**Your task:** Line by line, set down the records below from the first line through the line containing "position:absolute; left:24px; top:2139px;". Omit the pictures.

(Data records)
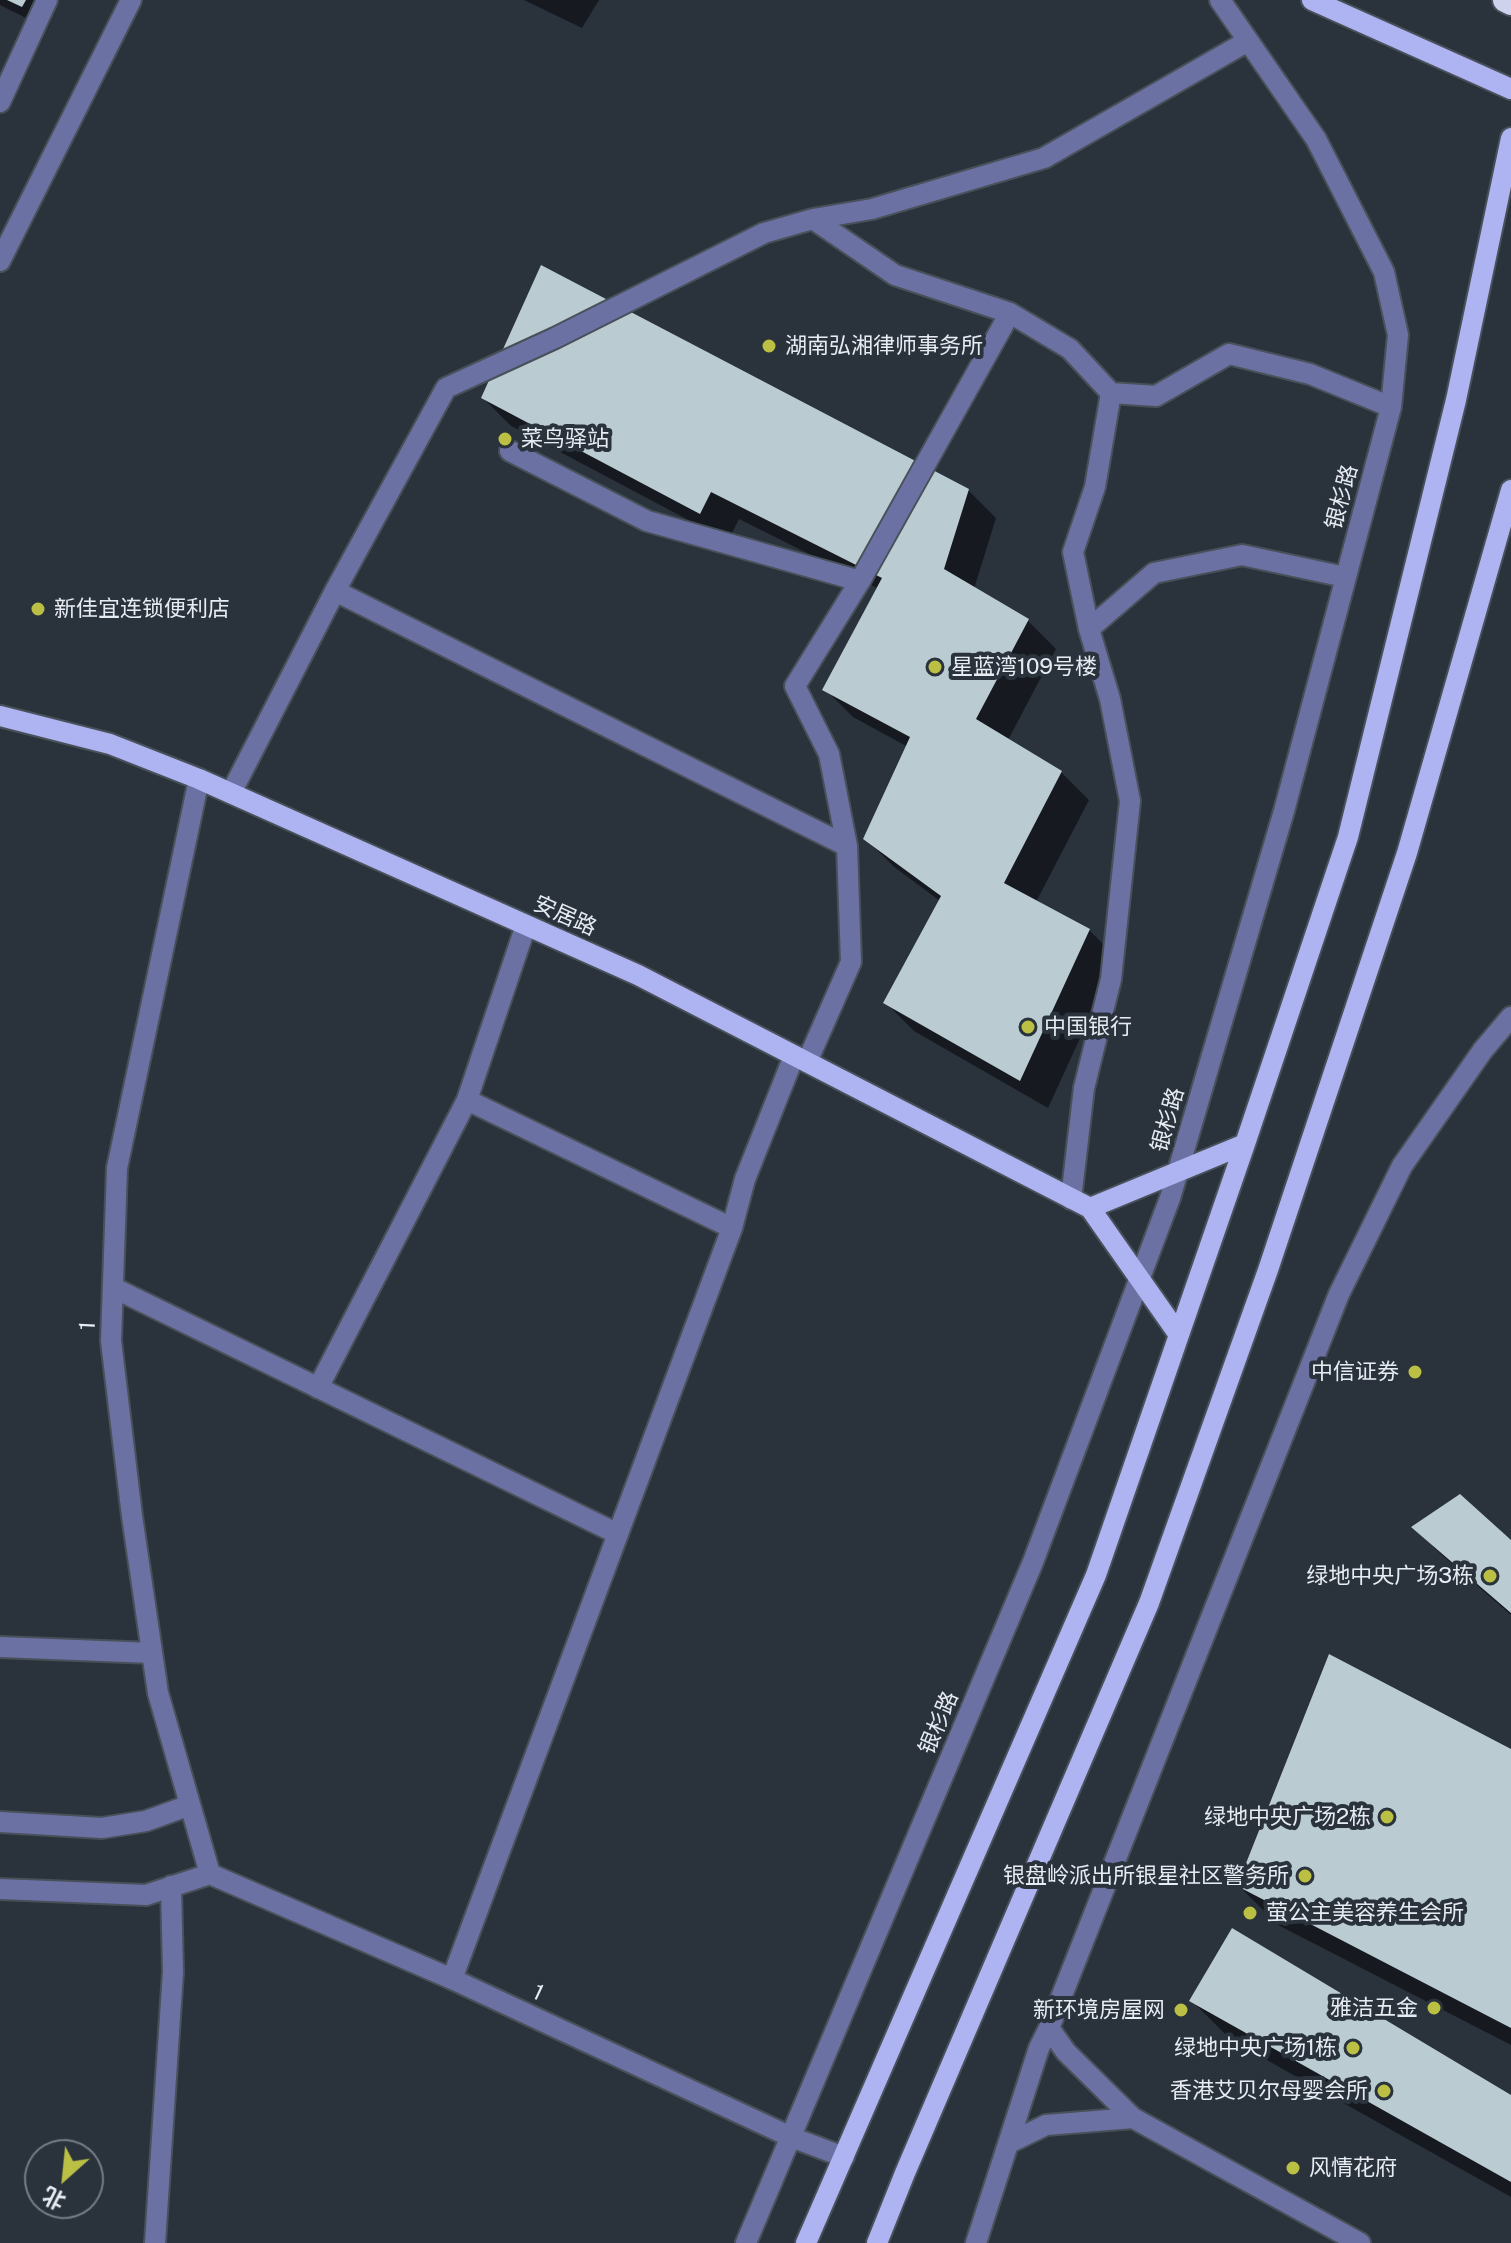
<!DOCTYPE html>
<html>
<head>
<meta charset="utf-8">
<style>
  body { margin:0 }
  #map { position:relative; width:1511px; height:2243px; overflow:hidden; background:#2a323c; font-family:"Public Sans","Noto Sans SC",sans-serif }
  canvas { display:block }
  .north { position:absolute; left:24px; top:2139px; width:80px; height:80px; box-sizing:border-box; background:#2a323c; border:2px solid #767c85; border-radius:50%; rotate:207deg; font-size:22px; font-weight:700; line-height:32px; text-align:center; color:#e7ecf3 }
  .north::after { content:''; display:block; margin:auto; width:28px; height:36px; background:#bbc044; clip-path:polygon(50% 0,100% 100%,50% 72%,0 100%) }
</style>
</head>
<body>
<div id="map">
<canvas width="1511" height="2243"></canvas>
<div class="north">北</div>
</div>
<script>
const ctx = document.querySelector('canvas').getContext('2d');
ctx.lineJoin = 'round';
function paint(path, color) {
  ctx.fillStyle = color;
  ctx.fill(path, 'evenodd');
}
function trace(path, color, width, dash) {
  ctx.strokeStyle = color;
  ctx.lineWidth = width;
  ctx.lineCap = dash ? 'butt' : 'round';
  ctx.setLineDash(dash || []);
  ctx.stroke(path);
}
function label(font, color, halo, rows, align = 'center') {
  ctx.font = font + ' "Public Sans","Noto Sans SC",sans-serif';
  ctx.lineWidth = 8;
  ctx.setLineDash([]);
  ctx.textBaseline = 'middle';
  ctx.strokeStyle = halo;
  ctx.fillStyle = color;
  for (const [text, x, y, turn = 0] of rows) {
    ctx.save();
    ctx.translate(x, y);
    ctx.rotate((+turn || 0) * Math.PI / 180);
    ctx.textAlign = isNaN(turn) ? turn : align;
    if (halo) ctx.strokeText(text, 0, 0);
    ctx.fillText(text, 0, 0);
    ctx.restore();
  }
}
paint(new Path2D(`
  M0 0H56L44 27 0 5Z
  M524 0H599L582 28Z
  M483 398 968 490 996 518 974 589 1028 621 1056 649 1008 740 1061 772 1089 800 1036 902 1089 930 1117 958 1048 1108 914 1031 886 1003 940 901 893 866 865 838 908 747 853 717 825 689 879 589 739 519 728 541 511 426Z
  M1414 1528 1511 1542V1615L1442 1555Z
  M1511 1751V2045L1278 1925 1239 1886Z
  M1192 2001 1511 2097V2197L1231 2040Z`), '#0007');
paint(new Path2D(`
  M7 0H26L22 7Z
  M541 265 969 489 944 569 1029 619 976 719 1062 771 1004 883 1090 929 1020 1081 883 1003 941 896 863 839 910 737 822 690 882 578 711 492 700 514 481 398Z
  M1460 1494 1511 1540V1613L1411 1527Z
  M1329 1654 1511 1749V2028L1237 1886Z
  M1232 1928 1511 2095V2182L1189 2001Z`), '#baccd2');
const minor = new Path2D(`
  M0 102 47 0
  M813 219 895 275 1010 313 1070 349 1111 393 1095 487 1073 552 1089 629
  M0 261 131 0
  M1111 393 1156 396 1229 354 1310 374 1391 407
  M510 451 647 521 860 581
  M335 591 446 388 555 338 764 233 813 219 872 209 1044 158 1248 41
  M199 779 117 1168 111 1341 132 1516 158 1693 210 1874
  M231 793 335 591 847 846
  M807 1062 851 962 847 846 829 754 795 686 860 581 1010 313
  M467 1100 732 1228
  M1071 1199 1084 1088 1111 979 1130 801 1110 699 1089 629 1154 573 1242 555 1345 577
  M114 1288 618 1534
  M318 1388 467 1100 526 925
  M0 1647 152 1653
  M0 1822 102 1828 146 1821 190 1805
  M0 1889 146 1895 210 1874 452 1979 791 2137 844 2157
  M452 1979 732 1228 745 1179 794 1056
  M1049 2028 1066 2052 1133 2118 1360 2243
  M1009 2143 1046 2125 1133 2118
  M155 2243 173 1972 171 1886
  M746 2243 1033 1562 1170 1198 1284 811 1391 407 1398 335 1384 272 1316 139 1220 0
  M976 2243 1039 2048 1049 2028 1339 1294 1402 1166 1483 1050 1511 1017`);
const major = new Path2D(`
  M1312 0 1511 89
  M0 716 110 744 199 779 638 975 1090 1208 1179 1335
  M1090 1208 1245 1144
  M806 2243 1096 1575 1245 1144 1348 837 1456 400 1511 138
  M877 2243 905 2173 1149 1603 1268 1270 1407 853 1511 490`);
const highway = new Path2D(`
  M1505 0 1511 3`);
trace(minor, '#485059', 24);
trace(major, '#485059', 24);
trace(highway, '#485059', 28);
trace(minor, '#6c71a3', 20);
trace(major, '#aeb4f2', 20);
trace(highway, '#cfd2ec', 24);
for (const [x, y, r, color] of [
  [769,346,8,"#bbc044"],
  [505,439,8,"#bbc044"],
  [38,609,8,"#bbc044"],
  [935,667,8,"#bbc044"],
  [1028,1027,8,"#bbc044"],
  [1415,1372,8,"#bbc044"],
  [1490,1576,8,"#bbc044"],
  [1387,1817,8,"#bbc044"],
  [1305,1876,8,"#bbc044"],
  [1250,1913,8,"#bbc044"],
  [1434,2008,8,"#bbc044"],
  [1181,2010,8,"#bbc044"],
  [1353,2048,8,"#bbc044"],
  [1384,2091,8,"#bbc044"],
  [1293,2168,8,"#bbc044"]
]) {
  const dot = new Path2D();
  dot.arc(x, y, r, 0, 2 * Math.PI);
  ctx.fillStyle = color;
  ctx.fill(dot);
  trace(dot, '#2a323c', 3);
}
label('22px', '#e7ecf3', '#2a323c', [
  ["湖南弘湘律师事务所",785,346,"left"],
  ["菜鸟驿站",521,439,"left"],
  ["新佳宜连锁便利店",54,609,"left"],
  ["星蓝湾109号楼",951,667,"left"],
  ["中国银行",1044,1027,"left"],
  ["中信证券",1399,1372],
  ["绿地中央广场3栋",1474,1576],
  ["绿地中央广场2栋",1371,1817],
  ["银盘岭派出所银星社区警务所",1289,1876],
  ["萤公主美容养生会所",1266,1913,"left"],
  ["雅洁五金",1418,2008],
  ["新环境房屋网",1165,2010],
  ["绿地中央广场1栋",1337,2048],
  ["香港艾贝尔母婴会所",1368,2091],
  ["风情花府",1309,2168,"left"]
], 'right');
label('22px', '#e7ecf3', '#2a323c', [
  ["银杉路",1342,497,-75],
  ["安居路",565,916,24],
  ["银杉路",1168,1120,-74],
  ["1",88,1326,-87],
  ["银杉路",939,1723,-67],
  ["1",538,1993,25]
]);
</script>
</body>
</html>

**Response to the task:**
<!DOCTYPE html>
<html>
<head>
<meta charset="utf-8">
<style>
  body { margin:0 }
  #map { position:relative; width:1511px; height:2243px; overflow:hidden; background:#2a323c; font-family:"Public Sans","Noto Sans SC",sans-serif }
  canvas { display:block }
  .north { position:absolute; left:24px; top:2139px; width:80px; height:80px; box-sizing:border-box; background:#2a323c; border:2px solid #767c85; border-radius:50%; rotate:207deg; font-size:22px; font-weight:700; line-height:32px; text-align:center; color:#e7ecf3 }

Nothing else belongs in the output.